Enviada em 06/07/2021

A Constituição Federal de 1988, documento jurídico mais importante do país, prevê em seu artigo 6°, o direito a saúde, a educação, ao trabalho e entre outros como inerente a todo o cidadão brasileiro. Conquanto, tal prerrogativa não tem se reverberado com ênfase na prática quando se observa o desamparo de idosos na atualidade, que nada mais é do que a falta de empatia e cuidado, assim como o abandono e os maus tratos. Diante dessa perspectiva, faz-se necessária a analise de fatos que favorecem esse quadro.

Em uma primeira análise, deve-se ressaltar o ditado que diz: “uma mãe cuida de 10 filhos, mas 10 filhos não cuidam de uma mãe.” Nesse sentido, de acordo à proporção que asilos e casas de repousos têm tomado nos últimos anos só comprova tal alegoria, visto que idosos são abandonados constantemente por seus filhos ou parentes, sendo esquecidos, sem ao menos uma visita ou ligação. Além disso, tais “velhinhos” não só necessariamente são abandonados em asilos, mas boa parte deles vivem em casas com a inexistência de laços afetivos, amor e atenção.

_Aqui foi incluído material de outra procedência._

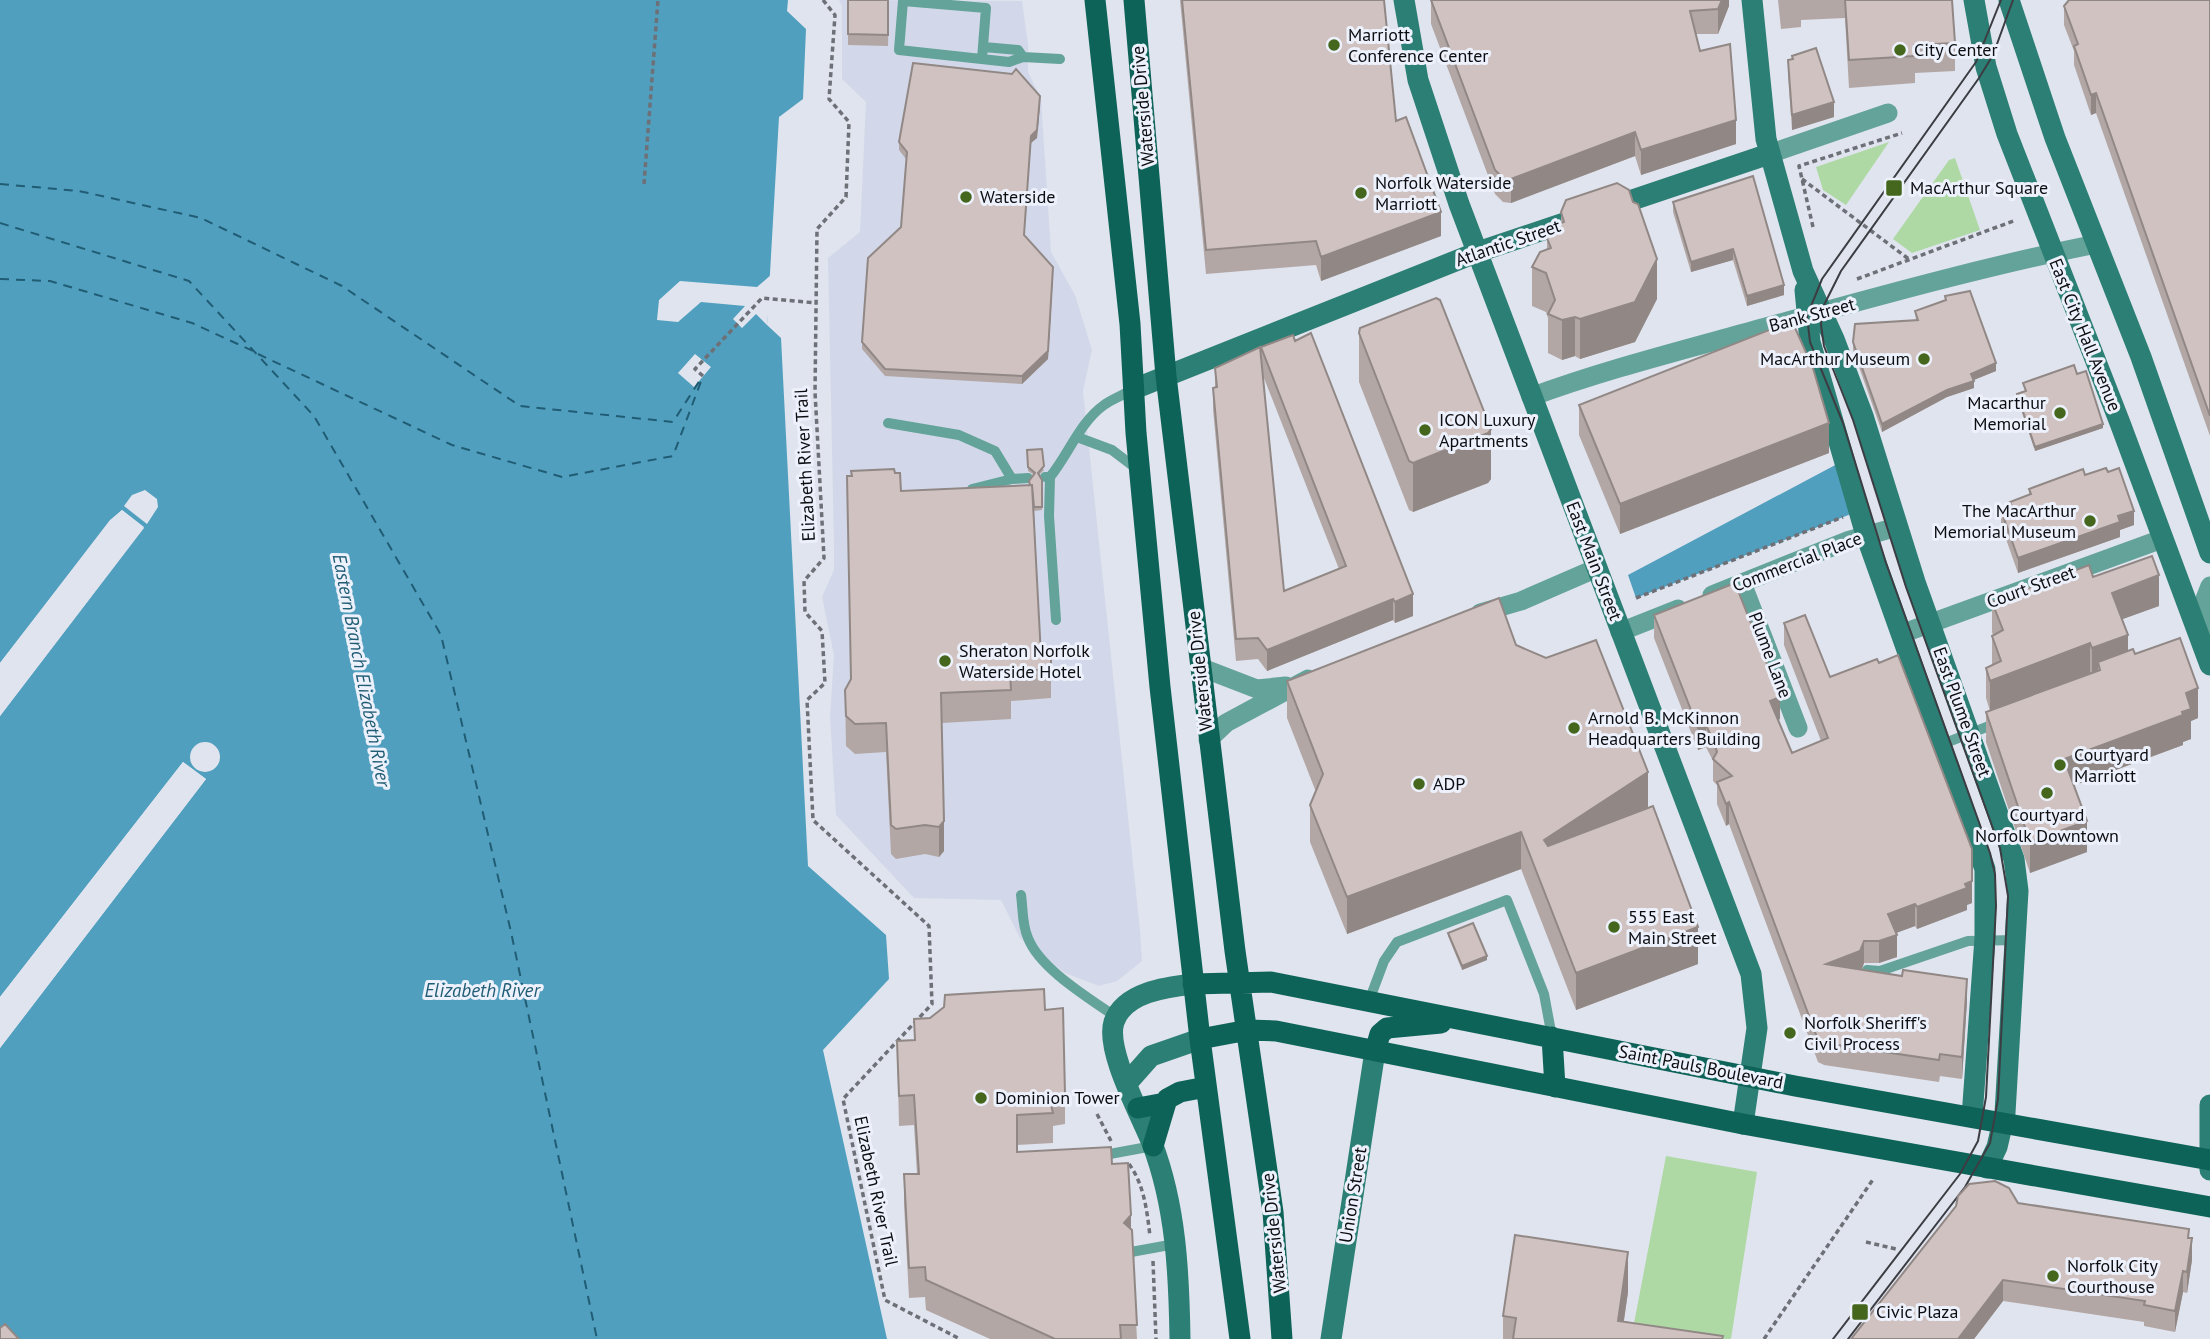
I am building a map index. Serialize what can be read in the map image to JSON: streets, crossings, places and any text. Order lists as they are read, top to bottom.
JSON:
{
  "streets": {
    "main road": ["Waterside Drive", "Saint Pauls Boulevard"],
    "street": [
      "Atlantic Street",
      "Bank Street",
      "East City Hall Avenue",
      "East Main Street",
      "Commercial Place",
      "Court Street",
      "Plume Lane",
      "East Plume Street",
      "Union Street"
    ],
    "path": ["Elizabeth River Trail"]
  },
  "crossings": [
    ["Waterside Drive", "Atlantic Street"],
    ["Waterside Drive", "Saint Pauls Boulevard"],
    ["Atlantic Street", "East Main Street"],
    ["Atlantic Street", "East Plume Street"],
    ["Bank Street", "East City Hall Avenue"],
    ["Bank Street", "East Main Street"],
    ["Bank Street", "East Plume Street"],
    ["East City Hall Avenue", "Court Street"],
    ["East Main Street", "Commercial Place"],
    ["East Main Street", "Saint Pauls Boulevard"],
    ["Commercial Place", "Plume Lane"],
    ["Commercial Place", "East Plume Street"],
    ["Court Street", "East Plume Street"],
    ["East Plume Street", "Saint Pauls Boulevard"]
  ],
  "water": ["Eastern Branch Elizabeth River", "Elizabeth River"],
  "places": {
    "other": [
      "Marriott Conference Center",
      "City Center",
      "Norfolk Waterside Marriott",
      "Waterside",
      "MacArthur Museum",
      "Macarthur Memorial",
      "ICON Luxury Apartments",
      "The MacArthur Memorial Museum",
      "Sheraton Norfolk Waterside Hotel",
      "Arnold B. McKinnon Headquarters Building",
      "Courtyard Marriott",
      "ADP",
      "Courtyard Norfolk Downtown",
      "555 East Main Street",
      "Norfolk Sheriff's Civil Process",
      "Dominion Tower",
      "Norfolk City Courthouse"
    ],
    "transit": ["MacArthur Square", "Civic Plaza"]
  }
}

Ademais, é fundamental apontar que além da velhice, alguns com problemas psicológicos e enfermidades tem-se a possibilidade de potencializar o descuido, os maus tratos e a violência, caracterizando-se um sofrimento. Dessa forma, segundo as ideias do filósofo contratualista John Locke, figura-se como uma violação do “contrato social”, já que o Estado não cumpre sua função de garantir que os cidadãos desfrutem de direitos e deveres indispensáveis a todos.

Portanto, algo precisa ser feito com urgência para amenizar a questão. Logo, cabe ao Governo Federal, à criação de campanhas nas prefeituras com o objetivo de promover um apoio aos idosos com visitas em domicílios e asilos, e a execução de tarefas, dinâmicas e até mesmo conversas. Outrossim, é interessante também, com o uso da mídia, a implementação de notícias e informações na internet e TV sobre a importância do cuidado e o seu único fim, que é a atenção que eles merecem.